Really?  Ok know what critical path analysis is?  Break the task into smaller extremely difficult tasks. Further break it into many challenging tasks. Further break it into a great many small things to do and do them one after the other.

The first thing is education. It seems difficult and insurmountable because you simply don't know what to do. Keep reading and asking questions Kayman.  (Notice what my Recency comment is Kayman?)

Cheers

 Sir O


----------



## Kayman

Sir Osisofliver said:


> Hi Kayman - back from holidays



Welcome back Sir O!
I can sense the break has replenished you with the additional energy needed responding to the posts here in this forum. A service many here appreciate, I am sure!


Sir Osisofliver said:


> So not protecting your portfolio cost you 26% of your superannuation net wealth. As opposed to a cost of 6%-10%for "Insurance" purposes.
> 
> However you need to consider the following.  If you had hedged, hedging your portfolio generates funds. (The instrument when sold) you then have these funds to invest into the market. (At guess what...close to the bottom of the market). These funds then enjoyed an almost 50% increase. To demonstrate I went and found a client who joined the firm in January '04. During the same period of time as yourself the client returned 142.53%*
> 
> *No pension deductions but result is *net of fees. *
> Your 1.7 ish million therefore would have been roughly 2.423M. (Before deductions) See the difference not protecting your assets made to your level of return?  Kayman - look at the date....by now the majority of the damage is done, you've had almost a year of falling share market. Ouch! Kayman - I would also have told you not to put all your money into a TD at that time.  We started our major purchasing for clients in November '08.

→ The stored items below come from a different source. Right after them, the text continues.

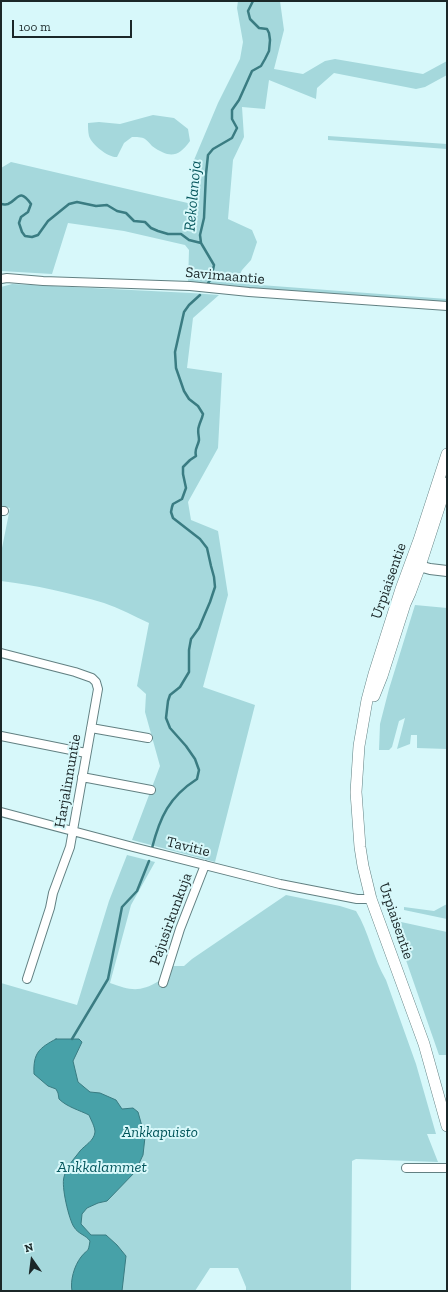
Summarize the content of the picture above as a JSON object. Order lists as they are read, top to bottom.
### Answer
{
  "streets": {
    "main road": ["Urpiaisentie"],
    "street": [
      "Savimaantie",
      "Harjalinnuntie",
      "Tavitie",
      "Pajusirkunkuja"
    ]
  },
  "crossings": [
    ["Urpiaisentie", "Tavitie"],
    ["Harjalinnuntie", "Tavitie"],
    ["Tavitie", "Pajusirkunkuja"]
  ],
  "water": ["Rekolanoja", "Ankkalammet"],
  "parks": ["Ankkapuisto"],
  "scale_bar": "100 m",
  "north": "top"
}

To be precise, the worth of my investment portfolio in the allocated pension fund cost me 26.65%. On 12 Oct 07 my total financial portfolio was worth about $2.3 million, on 08 Oct 08 1.7 million. As of today it is still hovering around in the high $1.6 million mark.
With my e-mail message dated 09 Oct 08, I basically forced my adviser to comment on the then financial situation as he never contacted me on his own volition in relation to the crisis.


Sir Osisofliver said:


> Similar to Julia I will interpret for you given my own perspective.
> Never trust a broker when he speaks about other asset classes. ,
> <cut to shorten post>
> Go visit the property thread for that. Now Kayman, show me where the property cycle is bearish and compare that to the asset class of shares for me...

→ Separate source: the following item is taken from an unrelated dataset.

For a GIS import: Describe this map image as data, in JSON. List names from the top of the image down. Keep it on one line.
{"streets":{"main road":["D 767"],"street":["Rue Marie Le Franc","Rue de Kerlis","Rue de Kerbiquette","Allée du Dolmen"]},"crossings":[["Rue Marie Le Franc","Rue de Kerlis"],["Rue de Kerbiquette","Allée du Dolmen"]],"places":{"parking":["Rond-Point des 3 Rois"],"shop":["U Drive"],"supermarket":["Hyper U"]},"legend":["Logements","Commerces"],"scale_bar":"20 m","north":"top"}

The return of my Vanguard Property Security Index Fund from 01/10/04 to 31/08/10 was minus 4.48%.


Sir Osisofliver said:


> <cut to shorten post> Repeat after me. Managed funds are good. I like managed funds. I like paying fees.



 I know your position with respect to managed funds and appreciate your simple rule "the more people between you (me) and the asset - the lower your (my) return." In order minimising withholding tax liabilities I need to reinvest the procceeds of my wound-down pension fund fairly quickly. As far as I am concerned I have no other option but to look at term deposits or bonds. These type of investments are easy, straight forward and even I can follow and understand. Once or if I ever get the financial savvy required I then will look at more sophisticated financial products.
Alternatively, an active share broker may also be worthwhile to consider, this would eliminate the number of people between me and the assets. I know of a 'high quality' firm in Brisbane who take on clients with a minimum of $1 million. 


Sir Osisofliver said:


> Hey what about other asset classes since Term Deposists are so bad. What about property! What did *it* do during any ten year period? I'll refer you to the attached chart again Kayman.



As mentioned above, the return of my Vanguard Property Security Index Fund from 01/10/04 to 31/08/10 was minus 4.48%.


Sir Osisofliver said:


> If you aren't sure exactly what he's done here Kayman - it's a sales technique. Recency. It's to do with the fact that we remember more clearly the last thing we hear or read. What was the last thing he said? *I reiterate our very strong view not to make any changes to your pension portfolio.*  They say repetition is very important when conditioning people.



My adviser is obviously well trained to take (legally) full advantage of those who are not familiar to this game (industry). 


Sir Osisofliver said:


> <cut to shorten post>
> The first thing is education. It seems difficult and insurmountable because you simply don't know what to do. Keep reading and asking questions Kayman.  (Notice what my Recency comment is Kayman?)



I feel pretty stupid now.

Well Sir O, you made it more than clear that I (again) have been had and am gradually going to do something about it. Education takes a long time, especially if one doesn't know which diretion to take in the jungle of investments opportunities.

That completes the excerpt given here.